[About this task] Output the listing word for word, minus images.

[Material to process]

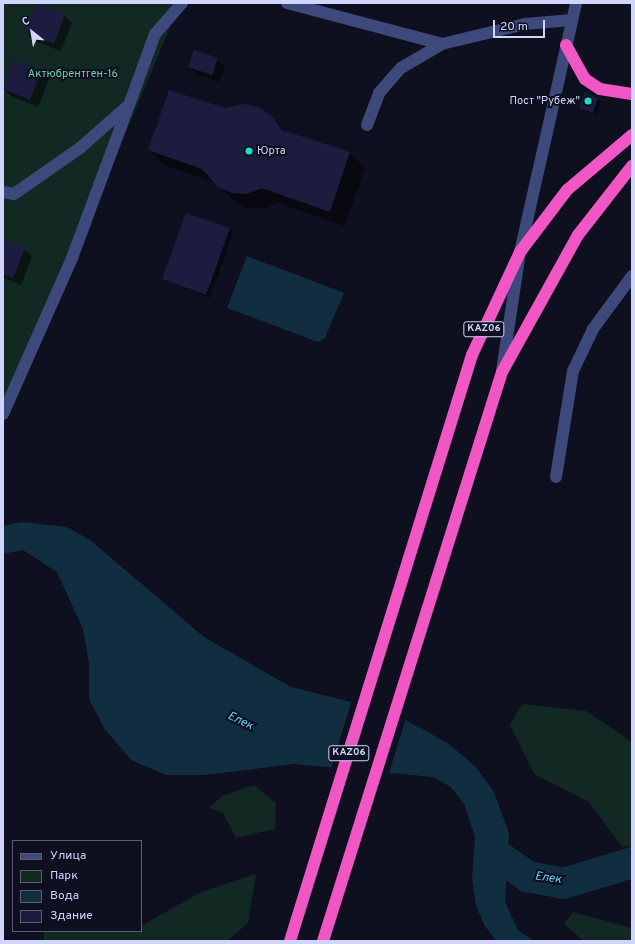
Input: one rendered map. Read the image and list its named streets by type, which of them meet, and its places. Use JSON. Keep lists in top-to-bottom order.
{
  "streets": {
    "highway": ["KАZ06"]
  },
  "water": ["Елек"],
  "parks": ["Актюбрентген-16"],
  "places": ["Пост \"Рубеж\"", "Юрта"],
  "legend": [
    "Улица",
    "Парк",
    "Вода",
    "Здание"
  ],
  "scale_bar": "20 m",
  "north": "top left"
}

[Answer below]
Input: one rendered map. Read the image and list its named streets by type, which of them meet, and its places. Use JSON. Keep lists in top-to-bottom order.
{
  "streets": {
    "highway": ["KАZ06"]
  },
  "water": ["Елек"],
  "parks": ["Актюбрентген-16"],
  "places": ["Пост \"Рубеж\"", "Юрта"],
  "legend": [
    "Улица",
    "Парк",
    "Вода",
    "Здание"
  ],
  "scale_bar": "20 m",
  "north": "top left"
}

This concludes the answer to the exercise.